Exercise inputs:
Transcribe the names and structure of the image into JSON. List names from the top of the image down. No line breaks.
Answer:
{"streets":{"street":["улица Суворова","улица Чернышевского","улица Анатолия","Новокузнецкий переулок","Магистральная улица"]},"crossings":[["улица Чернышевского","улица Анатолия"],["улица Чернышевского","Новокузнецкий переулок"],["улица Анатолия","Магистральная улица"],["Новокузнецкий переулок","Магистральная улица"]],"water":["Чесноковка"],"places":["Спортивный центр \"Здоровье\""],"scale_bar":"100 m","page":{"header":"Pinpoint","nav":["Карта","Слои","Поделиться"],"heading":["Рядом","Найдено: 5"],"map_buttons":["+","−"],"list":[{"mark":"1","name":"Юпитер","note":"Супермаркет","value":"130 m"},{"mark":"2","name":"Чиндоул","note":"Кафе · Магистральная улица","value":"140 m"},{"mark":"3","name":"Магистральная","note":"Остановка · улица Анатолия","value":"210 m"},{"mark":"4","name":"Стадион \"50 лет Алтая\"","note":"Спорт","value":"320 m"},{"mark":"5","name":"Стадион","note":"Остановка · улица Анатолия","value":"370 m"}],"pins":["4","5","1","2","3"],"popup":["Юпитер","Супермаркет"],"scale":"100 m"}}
* * *
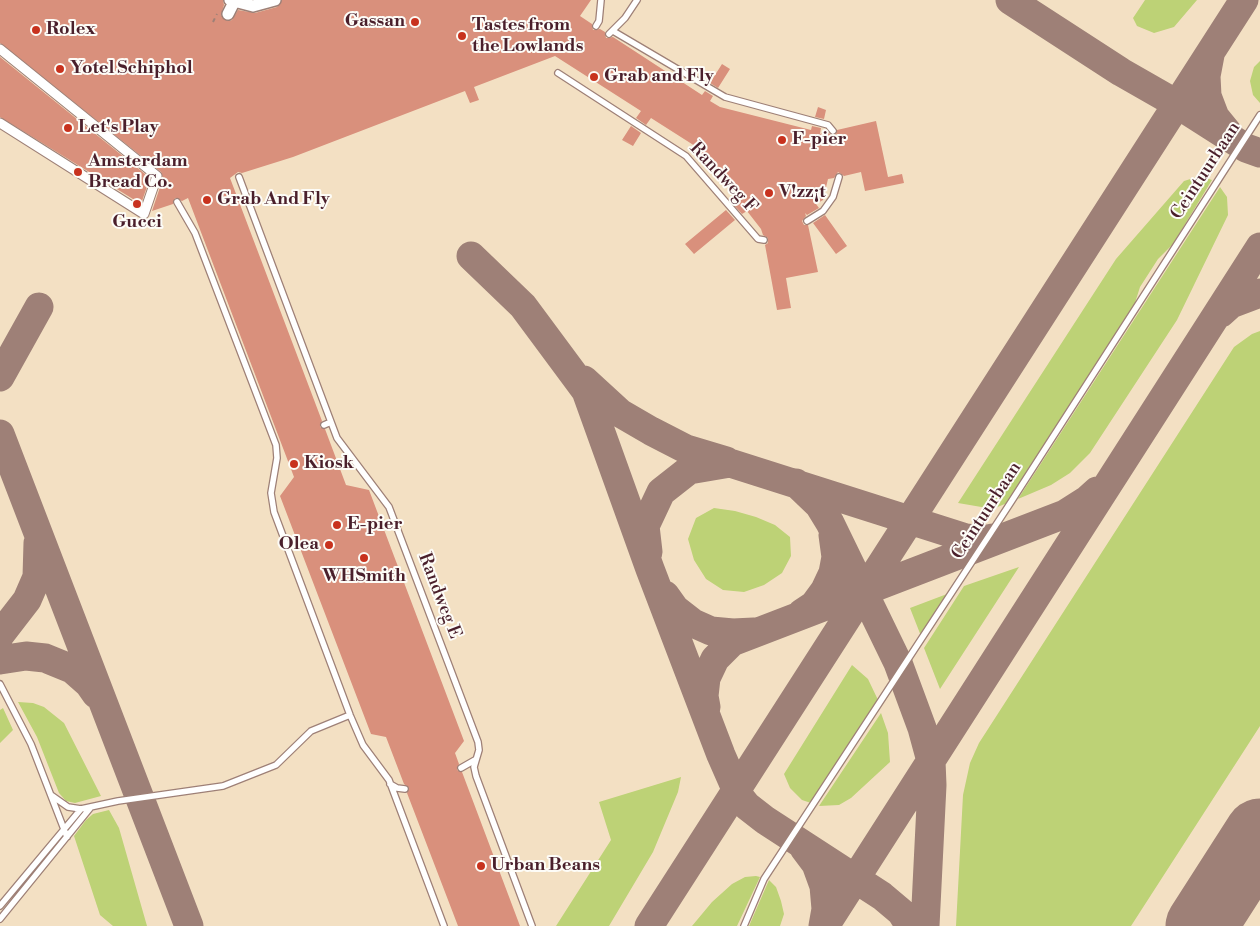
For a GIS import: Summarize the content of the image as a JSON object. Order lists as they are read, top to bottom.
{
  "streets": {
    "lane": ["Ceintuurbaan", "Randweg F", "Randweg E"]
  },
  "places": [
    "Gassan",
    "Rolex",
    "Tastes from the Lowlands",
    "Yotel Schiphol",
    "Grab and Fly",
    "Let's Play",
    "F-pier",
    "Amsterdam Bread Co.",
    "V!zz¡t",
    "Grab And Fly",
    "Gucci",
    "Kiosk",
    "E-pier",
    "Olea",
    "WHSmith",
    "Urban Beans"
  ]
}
* * *
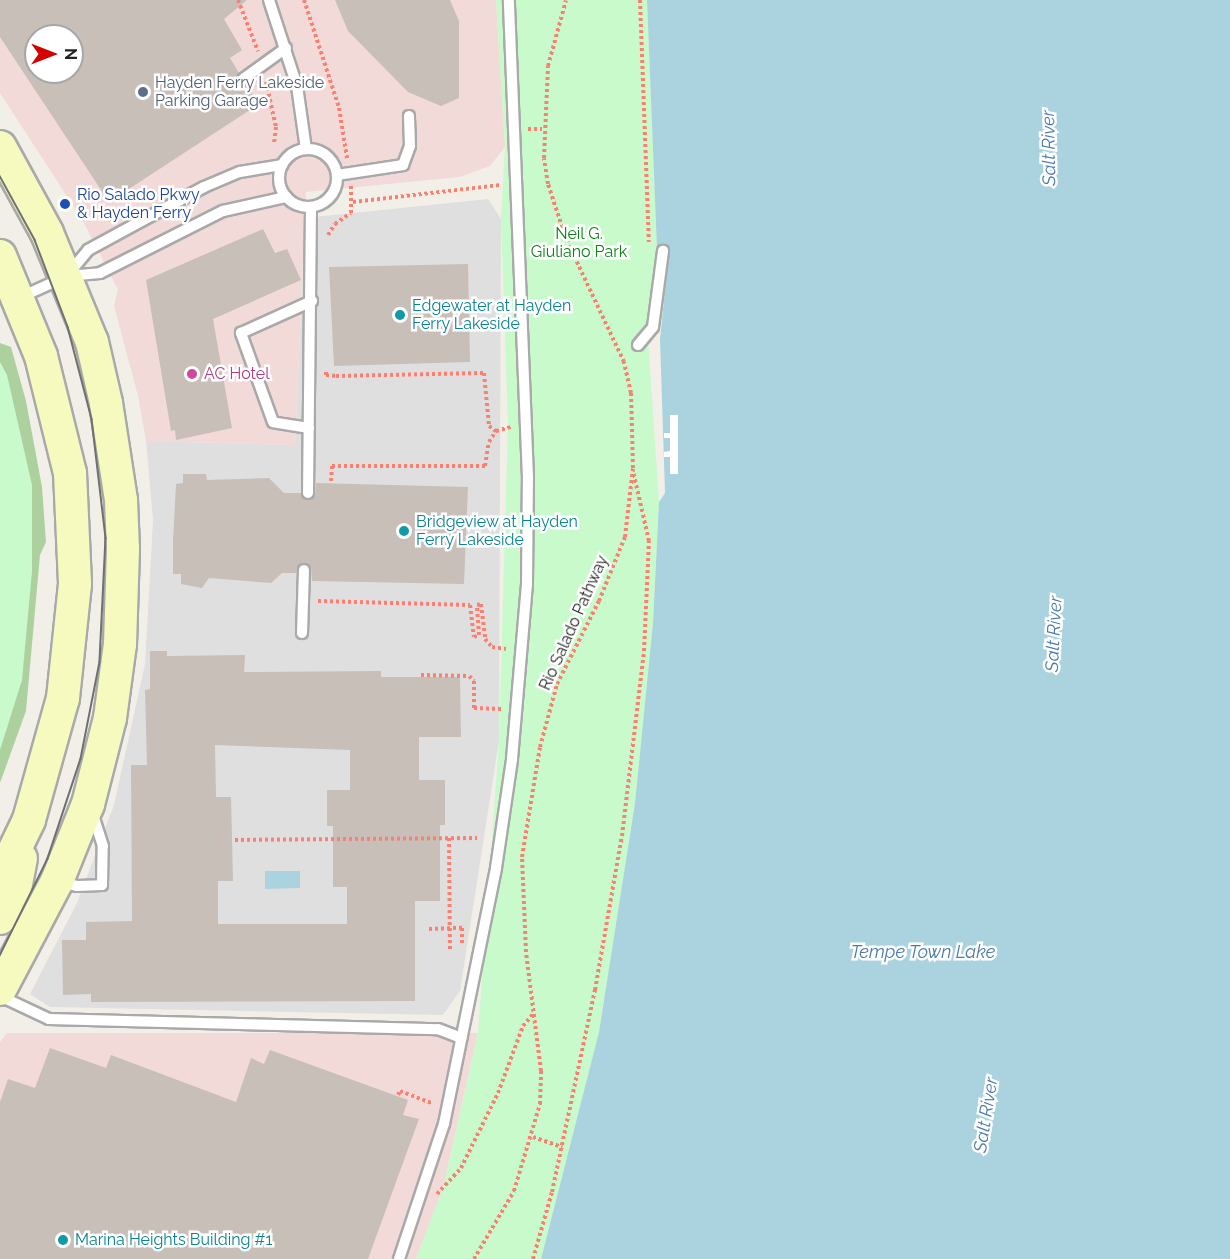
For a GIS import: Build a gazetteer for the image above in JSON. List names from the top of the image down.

What this task involves:
If the word "down" appears in a line above, copy that line.

Exercise result:
Transcribe the names and structure of the image into JSON. List names from the top of the image down. No line breaks.
For a GIS import: Build a gazetteer for the image above in JSON. List names from the top of the image down.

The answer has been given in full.